*** The records ***
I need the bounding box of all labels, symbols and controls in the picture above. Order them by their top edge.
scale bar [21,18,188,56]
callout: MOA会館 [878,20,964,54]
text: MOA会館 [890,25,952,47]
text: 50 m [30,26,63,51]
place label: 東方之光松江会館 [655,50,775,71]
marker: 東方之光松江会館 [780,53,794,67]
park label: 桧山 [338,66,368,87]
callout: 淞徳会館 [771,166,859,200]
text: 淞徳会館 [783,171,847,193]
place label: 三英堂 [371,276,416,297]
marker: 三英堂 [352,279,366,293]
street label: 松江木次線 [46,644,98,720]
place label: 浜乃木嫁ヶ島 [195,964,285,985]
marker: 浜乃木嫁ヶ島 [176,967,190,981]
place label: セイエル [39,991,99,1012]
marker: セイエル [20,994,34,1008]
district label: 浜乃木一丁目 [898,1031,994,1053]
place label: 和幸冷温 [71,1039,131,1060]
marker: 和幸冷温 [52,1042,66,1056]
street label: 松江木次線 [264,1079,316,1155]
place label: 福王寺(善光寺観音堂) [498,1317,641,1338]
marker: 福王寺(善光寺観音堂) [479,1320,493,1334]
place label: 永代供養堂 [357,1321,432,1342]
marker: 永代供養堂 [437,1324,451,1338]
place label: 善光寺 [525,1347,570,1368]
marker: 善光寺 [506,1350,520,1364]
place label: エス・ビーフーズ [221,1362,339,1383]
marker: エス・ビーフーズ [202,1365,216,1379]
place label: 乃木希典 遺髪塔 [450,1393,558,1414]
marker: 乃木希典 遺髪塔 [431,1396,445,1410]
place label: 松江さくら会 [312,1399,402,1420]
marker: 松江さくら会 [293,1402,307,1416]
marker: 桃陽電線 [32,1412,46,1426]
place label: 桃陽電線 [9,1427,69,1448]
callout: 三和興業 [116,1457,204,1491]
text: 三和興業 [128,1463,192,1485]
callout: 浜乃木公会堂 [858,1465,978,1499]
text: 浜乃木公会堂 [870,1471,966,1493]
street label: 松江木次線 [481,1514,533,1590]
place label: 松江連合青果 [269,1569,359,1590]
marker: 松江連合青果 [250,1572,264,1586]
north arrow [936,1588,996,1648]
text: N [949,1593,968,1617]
*** End of The records ***
#### Task goal
Give an exact repetition of all the material.

#### Written response
I need the bounding box of all labels, symbols and controls in the picture above. Order them by their top edge.
scale bar [21,18,188,56]
callout: MOA会館 [878,20,964,54]
text: MOA会館 [890,25,952,47]
text: 50 m [30,26,63,51]
place label: 東方之光松江会館 [655,50,775,71]
marker: 東方之光松江会館 [780,53,794,67]
park label: 桧山 [338,66,368,87]
callout: 淞徳会館 [771,166,859,200]
text: 淞徳会館 [783,171,847,193]
place label: 三英堂 [371,276,416,297]
marker: 三英堂 [352,279,366,293]
street label: 松江木次線 [46,644,98,720]
place label: 浜乃木嫁ヶ島 [195,964,285,985]
marker: 浜乃木嫁ヶ島 [176,967,190,981]
place label: セイエル [39,991,99,1012]
marker: セイエル [20,994,34,1008]
district label: 浜乃木一丁目 [898,1031,994,1053]
place label: 和幸冷温 [71,1039,131,1060]
marker: 和幸冷温 [52,1042,66,1056]
street label: 松江木次線 [264,1079,316,1155]
place label: 福王寺(善光寺観音堂) [498,1317,641,1338]
marker: 福王寺(善光寺観音堂) [479,1320,493,1334]
place label: 永代供養堂 [357,1321,432,1342]
marker: 永代供養堂 [437,1324,451,1338]
place label: 善光寺 [525,1347,570,1368]
marker: 善光寺 [506,1350,520,1364]
place label: エス・ビーフーズ [221,1362,339,1383]
marker: エス・ビーフーズ [202,1365,216,1379]
place label: 乃木希典 遺髪塔 [450,1393,558,1414]
marker: 乃木希典 遺髪塔 [431,1396,445,1410]
place label: 松江さくら会 [312,1399,402,1420]
marker: 松江さくら会 [293,1402,307,1416]
marker: 桃陽電線 [32,1412,46,1426]
place label: 桃陽電線 [9,1427,69,1448]
callout: 三和興業 [116,1457,204,1491]
text: 三和興業 [128,1463,192,1485]
callout: 浜乃木公会堂 [858,1465,978,1499]
text: 浜乃木公会堂 [870,1471,966,1493]
street label: 松江木次線 [481,1514,533,1590]
place label: 松江連合青果 [269,1569,359,1590]
marker: 松江連合青果 [250,1572,264,1586]
north arrow [936,1588,996,1648]
text: N [949,1593,968,1617]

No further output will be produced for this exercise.